▸ **Work request**: Only a number is wanted here: the number of lines of the data that include "canvas".

------ Information

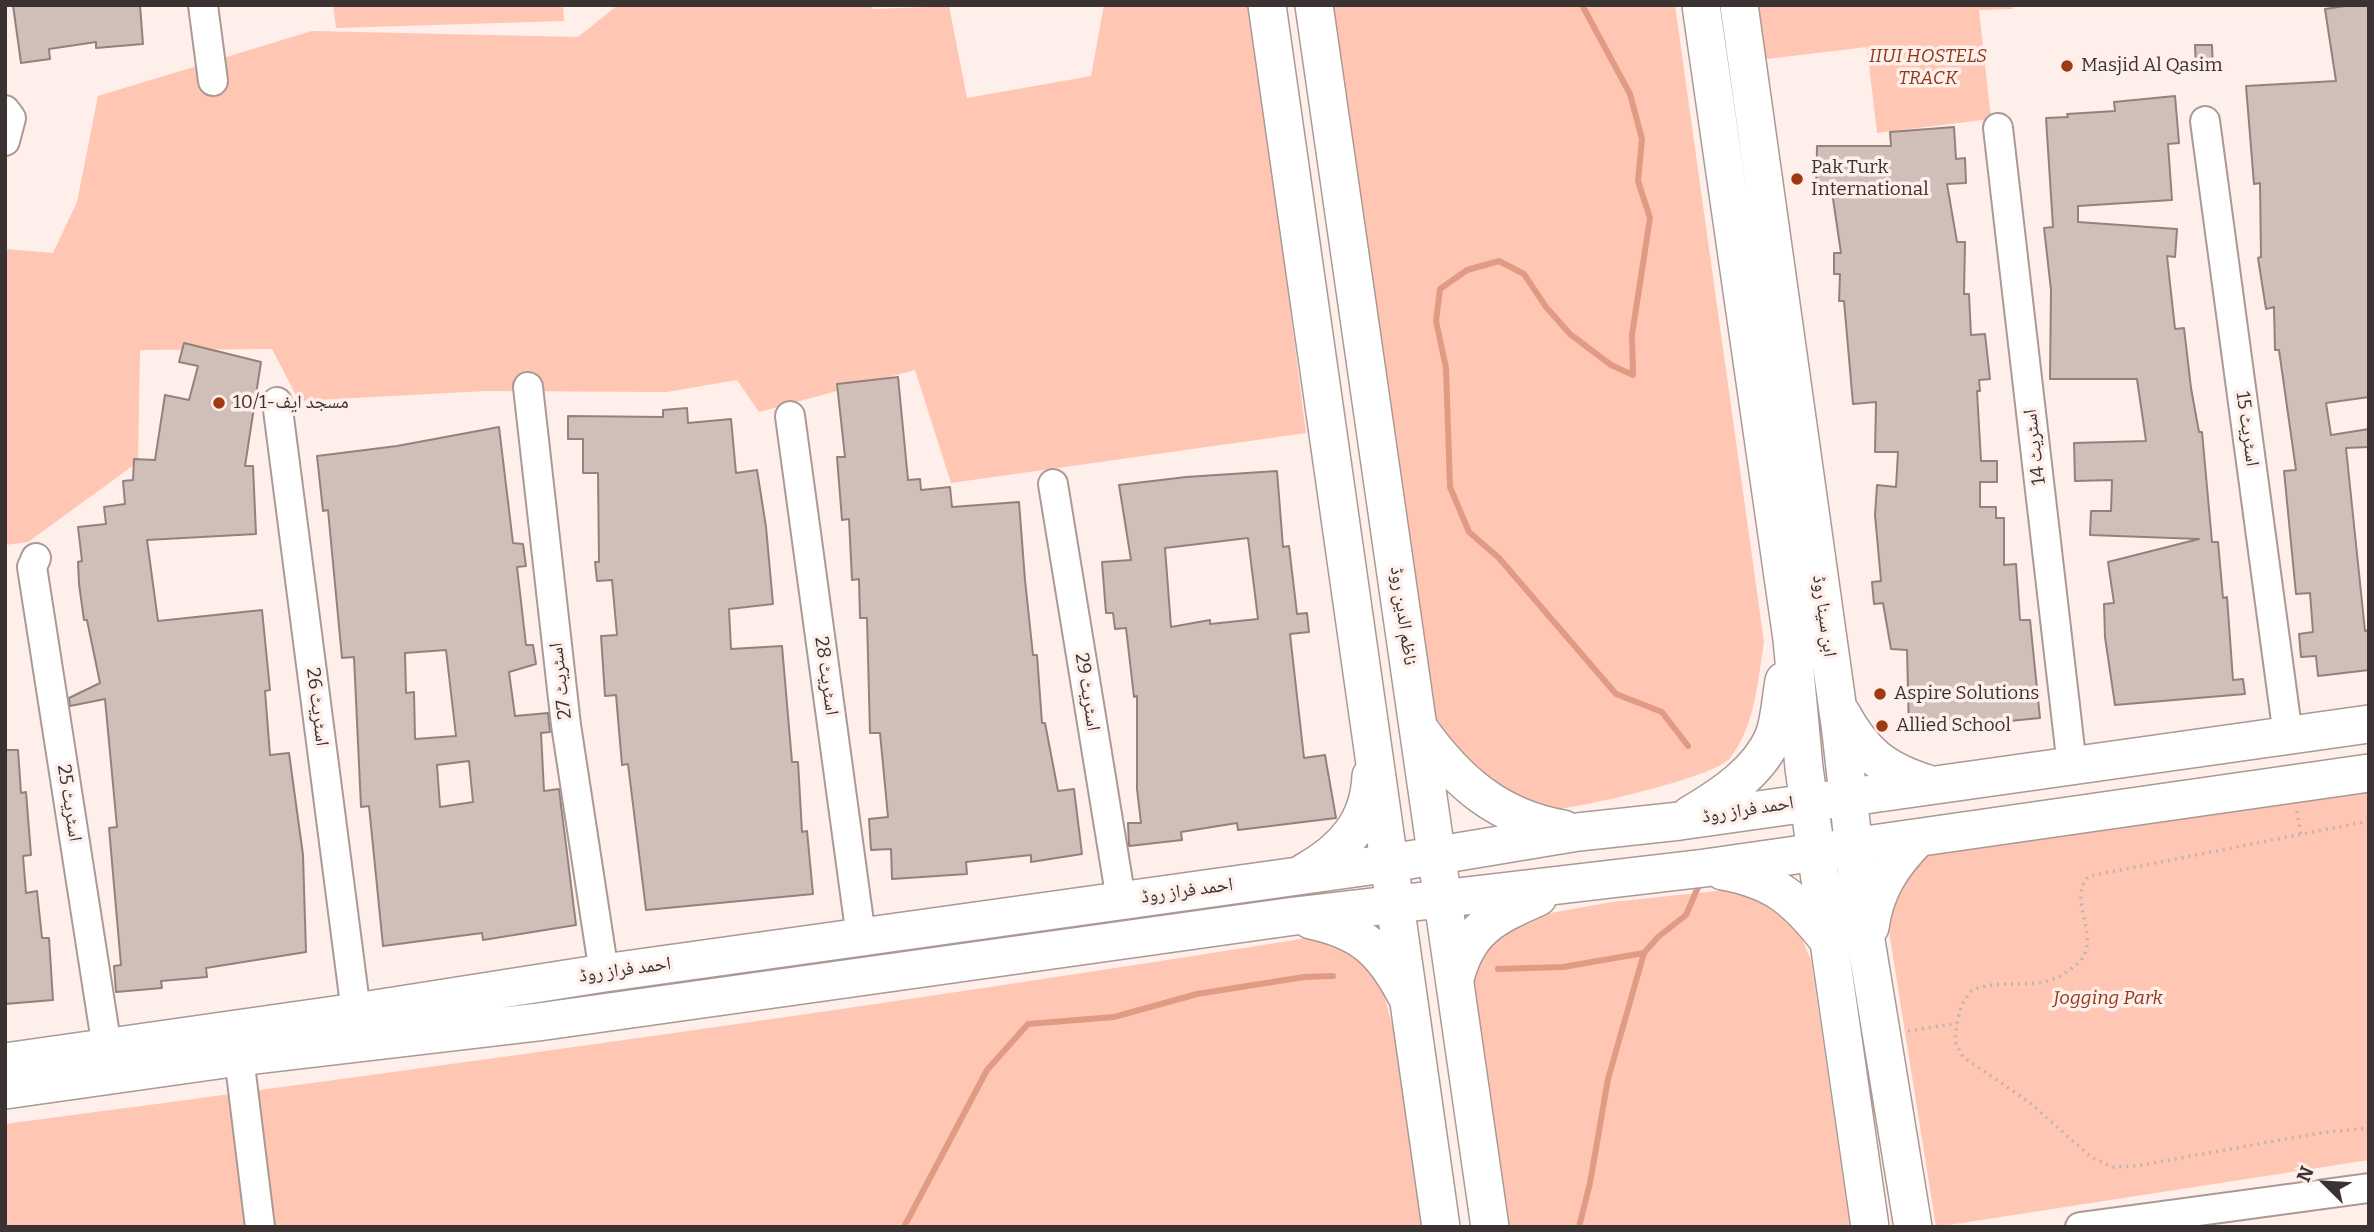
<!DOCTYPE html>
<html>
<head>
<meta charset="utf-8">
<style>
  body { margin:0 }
  #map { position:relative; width:2374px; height:1232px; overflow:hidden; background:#feefea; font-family:Bitter,serif }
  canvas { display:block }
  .frame { position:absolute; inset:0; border:7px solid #3a3331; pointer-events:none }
  .north { position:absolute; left:2290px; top:1148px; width:70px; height:70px; -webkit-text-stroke:5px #feefea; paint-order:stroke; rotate:294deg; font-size:19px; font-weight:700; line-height:28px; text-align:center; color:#3a3331 }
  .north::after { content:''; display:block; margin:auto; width:24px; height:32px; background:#3a3331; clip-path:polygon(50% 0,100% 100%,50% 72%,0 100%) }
</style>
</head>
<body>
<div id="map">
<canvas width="2374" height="1232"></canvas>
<div class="frame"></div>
<div class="north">N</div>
</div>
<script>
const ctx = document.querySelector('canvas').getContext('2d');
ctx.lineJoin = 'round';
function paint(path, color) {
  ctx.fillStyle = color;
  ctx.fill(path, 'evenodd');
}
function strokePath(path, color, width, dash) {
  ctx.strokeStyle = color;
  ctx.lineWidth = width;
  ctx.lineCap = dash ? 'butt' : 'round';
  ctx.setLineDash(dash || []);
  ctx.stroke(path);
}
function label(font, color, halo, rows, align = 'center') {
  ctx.font = font + ' Bitter,"Noto Naskh Arabic",serif';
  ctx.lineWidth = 7;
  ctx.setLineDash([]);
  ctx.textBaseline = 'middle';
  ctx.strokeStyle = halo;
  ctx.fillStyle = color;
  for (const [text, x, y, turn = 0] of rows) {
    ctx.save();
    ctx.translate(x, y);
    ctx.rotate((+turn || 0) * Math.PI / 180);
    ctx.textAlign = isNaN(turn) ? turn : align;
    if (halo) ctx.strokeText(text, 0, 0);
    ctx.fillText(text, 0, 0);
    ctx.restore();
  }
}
paint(new Path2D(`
  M 333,5 L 563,5 L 564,21 L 336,28 Z
  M 618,5 L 872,5 L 873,9 L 949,6 L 967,98 L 1091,76 L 1104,5 L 1251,5 L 1306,433 L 951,483 L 915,370 L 759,412 L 737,380 L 667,392 L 485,391 L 299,401 L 272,349 L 140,350 L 138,462 L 28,542 L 5,545 L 5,249 L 53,253 L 77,202 L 98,96 L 312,31 L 578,37 Z
  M 1325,5 L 1675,5 L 1764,642 C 1758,679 1755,727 1730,758 C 1715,778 1565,812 1537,811 C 1527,810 1477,787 1469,780 C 1455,768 1444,749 1432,734 Z
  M 1750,5 L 2013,5 L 2013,9 L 1979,10 L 1991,119 L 1877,133 L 1867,47 L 1758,60 Z
  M 2369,761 L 2369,1160 L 1936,1227 L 1873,831 Z
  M 1745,888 L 1788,906 L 1811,960 L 1850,1227 L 1501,1227 L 1469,955 L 1528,917 L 1612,902 Z
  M 1320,936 L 1360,946 L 1383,991 L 1399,1051 L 1422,1227 L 5,1227 L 5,1124 C 444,1066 883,1006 1320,936 Z`), '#ffc6b3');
strokePath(new Path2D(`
  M 1582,5 L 1630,94 L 1642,139 L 1638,181 L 1650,218 L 1632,335 L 1633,375 L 1611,365 L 1570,334 L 1546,307 L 1524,274 L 1499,261 L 1467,270 L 1440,289 L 1436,321 L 1446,368 L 1450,487 L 1469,532 L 1499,558 L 1616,694 L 1662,712 L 1688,746
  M 1498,969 L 1563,967 L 1644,953
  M 904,1227 L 987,1070 L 1028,1024 L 1114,1017 L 1197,994 L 1304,977 L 1333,976
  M 1579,1227 L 1590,1183 L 1608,1079 L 1644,953 L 1658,937 L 1686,915 L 1699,885`), '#e19b84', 6);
const building = new Path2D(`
  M 13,5 L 140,5 L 143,44 L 96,48 L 96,42 L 49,49 L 50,59 L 21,63 Z
  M 2352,5 L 2369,5 L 2369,397 L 2326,403 L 2331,435 L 2369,429 L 2369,447 L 2346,448 L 2365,631 L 2369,630 L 2369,670 L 2318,676 L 2316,656 L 2301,657 L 2299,634 L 2313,632 L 2310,593 L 2296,594 L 2284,471 L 2296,470 L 2279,350 L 2275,350 L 2274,307 L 2266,309 L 2258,258 L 2261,257 L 2260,183 L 2254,184 L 2246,86 L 2336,81 L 2325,9 Z
  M 2195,45 L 2212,45 L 2213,71 L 2196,72 Z
  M 2175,96 L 2179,143 L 2168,144 L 2172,200 L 2078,206 L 2078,222 L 2177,229 L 2175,257 L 2167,256 L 2175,329 L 2184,328 L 2191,388 L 2199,432 L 2202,432 L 2212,542 L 2218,542 L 2223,598 L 2227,597 L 2233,680 L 2243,679 L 2245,694 L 2115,705 L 2105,637 L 2104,604 L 2114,603 L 2108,562 L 2199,539 L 2090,535 L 2091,511 L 2111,511 L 2112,480 L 2075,481 L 2074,443 L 2146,441 L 2137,379 L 2050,379 L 2051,290 L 2044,228 L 2053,227 L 2046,118 L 2068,117 L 2067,114 L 2115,111 L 2114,102 Z
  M 1954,127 L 1956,159 L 1965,158 L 1966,183 L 1947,184 L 1957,242 L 1965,242 L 1964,294 L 1969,294 L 1971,335 L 1985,334 L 1990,379 L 1979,380 L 1980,391 L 1977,391 L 1981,461 L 1997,461 L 1997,482 L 1980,482 L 1980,507 L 1996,507 L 1996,518 L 2004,518 L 2004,565 L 2016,564 L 2020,620 L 2030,620 L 2040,718 L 1909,731 L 1907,650 L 1891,649 L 1883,603 L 1874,604 L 1872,582 L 1881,581 L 1875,515 L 1877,485 L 1896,487 L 1898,452 L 1875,452 L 1876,402 L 1853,404 L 1844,301 L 1839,301 L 1840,274 L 1834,274 L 1834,253 L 1841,253 L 1832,192 L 1816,192 L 1817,146 L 1891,146 L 1890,132 Z
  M 184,343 L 261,362 L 245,466 L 253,466 L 256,534 L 147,540 L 158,621 L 262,610 L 270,690 L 265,691 L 270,755 L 289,753 L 303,855 L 306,952 L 206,968 L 207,977 L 161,981 L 162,988 L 116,992 L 114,966 L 121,965 L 109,828 L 117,827 L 105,699 L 70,706 L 69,698 L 100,683 L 87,620 L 84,620 L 79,584 L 78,562 L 82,561 L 78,527 L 106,524 L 104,507 L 125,504 L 123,481 L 133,480 L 134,459 L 155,460 L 165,395 L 189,400 L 198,366 L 179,362 Z
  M 898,377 L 908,480 L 920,479 L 921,490 L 950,487 L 952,507 L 1019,502 L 1025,580 L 1033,655 L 1037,655 L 1042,723 L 1045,723 L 1058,791 L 1074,789 L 1082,854 L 1031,862 L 1031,855 L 966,862 L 967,874 L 892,879 L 891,849 L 871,850 L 869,819 L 888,817 L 880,733 L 870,733 L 867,618 L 860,618 L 859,579 L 852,580 L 849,519 L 842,520 L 837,457 L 845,457 L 837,384 Z
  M 687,408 L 688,423 L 731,419 L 736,473 L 757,470 L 766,527 L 773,604 L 729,609 L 731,649 L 782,646 L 792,762 L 798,762 L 802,832 L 807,831 L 813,894 L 646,910 L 628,764 L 622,765 L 616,695 L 605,696 L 601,636 L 617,635 L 612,580 L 597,581 L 595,562 L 599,562 L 598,473 L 583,473 L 583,439 L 568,439 L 568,416 L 663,417 L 663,410 Z
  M 499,427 L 513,543 L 523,544 L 526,566 L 517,567 L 526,645 L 533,645 L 536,664 L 509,672 L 515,716 L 548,713 L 550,732 L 541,733 L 544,791 L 559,789 L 576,925 L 483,940 L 482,933 L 383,946 L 369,806 L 361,807 L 354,657 L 342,658 L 328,510 L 323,511 L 317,456 L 397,446 ZM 446,650 L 456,736 L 415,739 L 414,692 L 406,693 L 405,653 ZM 469,761 L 473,802 L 440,807 L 437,765 Z
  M 1277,471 L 1283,547 L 1289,546 L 1297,614 L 1307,613 L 1309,632 L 1290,634 L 1304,758 L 1325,755 L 1336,818 L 1238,830 L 1237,823 L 1181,832 L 1182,840 L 1129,846 L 1128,823 L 1141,823 L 1137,789 L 1137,696 L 1134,697 L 1126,628 L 1115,629 L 1113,613 L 1106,613 L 1102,562 L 1131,560 L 1119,485 L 1186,477 ZM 1248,538 L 1258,619 L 1210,624 L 1210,620 L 1171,627 L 1165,548 Z
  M 5,750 L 18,750 L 21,793 L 26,792 L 31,855 L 23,856 L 26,893 L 37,891 L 42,938 L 49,938 L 53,1000 L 5,1004 Z`);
paint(building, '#d0beb8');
strokePath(building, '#92817c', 2);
const minor = new Path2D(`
  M 203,5 L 213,81
  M 5,110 L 11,118 L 5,141
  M 2205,121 L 2288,736
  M 1998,128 L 2072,766
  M 528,387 L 566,725 L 604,973
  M 277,402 L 356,1012
  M 790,416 L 861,937
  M 1053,484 L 1121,900
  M 36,558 L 32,567 L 107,1048
  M 239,1057 L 260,1227
  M 2080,1227 L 2369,1188`);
const major = new Path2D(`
  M 1267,5 L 1441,1227
  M 1314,5 L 1490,1227
  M 1701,5 L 1792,639 L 1804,768 L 1870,1227
  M 1739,5 L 1841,732 L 1860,904 L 1913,1227
  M 1841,713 C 1863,753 1883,770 1928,784
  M 1420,730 C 1457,782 1499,818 1563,829
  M 1690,815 C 1722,796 1759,772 1774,736 C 1780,719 1781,698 1784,681
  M 1723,871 C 1775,880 1797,900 1829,941
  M 1305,872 C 1344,850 1369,822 1371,776
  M 1311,920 C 1361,931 1382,949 1406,995
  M 1870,927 C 1875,890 1892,864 1918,838
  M 1455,979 C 1467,929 1493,917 1538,897
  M 5,1062 L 356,1012 L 604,973 L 1391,863 L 1578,832 L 1680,821 L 2369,724
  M 5,1090 L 239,1057 L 538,1022 L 1295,916 L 1705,868 L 2369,773`);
strokePath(minor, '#ab9994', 32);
strokePath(major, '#ab9994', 40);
strokePath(new Path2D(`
  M 2297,811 L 2301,836
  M 2369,821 L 2089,876 C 2067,899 2099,933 2082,959 C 2078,965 2071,969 2065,973 C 2036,993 2001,976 1971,991 L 1961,1006 L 1957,1023 L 1955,1042 L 1963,1057 L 2029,1102 L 2091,1157 L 2112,1167 L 2136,1166 L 2319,1133 L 2369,1128
  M 1908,1031 L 1957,1023`), '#c1b4b0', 3.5, [2, 5]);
strokePath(minor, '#fff', 28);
strokePath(major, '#fff', 37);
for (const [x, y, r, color] of [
  [2067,66,7,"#9f3912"],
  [1797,179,7,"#9f3912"],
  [219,403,7,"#9f3912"],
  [1880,694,7,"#9f3912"],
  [1882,726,7,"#9f3912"]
]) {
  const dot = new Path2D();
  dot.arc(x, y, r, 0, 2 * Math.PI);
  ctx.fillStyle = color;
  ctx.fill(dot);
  strokePath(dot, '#feefea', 2.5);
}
label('italic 19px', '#8d391d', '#feefea', [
  ["IIUI HOSTELS",1928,57],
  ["TRACK",1928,79],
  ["Jogging Park",2108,999]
]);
label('19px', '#3a3331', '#feefea', [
  ["Masjid Al Qasim",2081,66],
  ["Pak Turk",1811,168],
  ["International",1811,190],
  ["مسجد ایف-10/1",233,403],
  ["Aspire Solutions",1894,694],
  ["Allied School",1896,726]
], 'left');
label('19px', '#3a3331', '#feefea', [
  ["اسٹریٹ 15",2247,429,82],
  ["اسٹریٹ 14",2035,447,-97],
  ["ناظم الدین روڈ",1403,616,82],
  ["ابن سینا روڈ",1824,616,82],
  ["اسٹریٹ 28",826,676,82],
  ["اسٹریٹ 27",561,681,-97],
  ["اسٹریٹ 29",1087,692,81],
  ["اسٹریٹ 26",317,707,83],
  ["اسٹریٹ 25",69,803,81],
  ["احمد فراز روڈ",1748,810,-9],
  ["احمد فراز روڈ",1187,891,-8],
  ["احمد فراز روڈ",625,970,-8]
]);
</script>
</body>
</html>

------------

▸ **Solution to this problem**: 3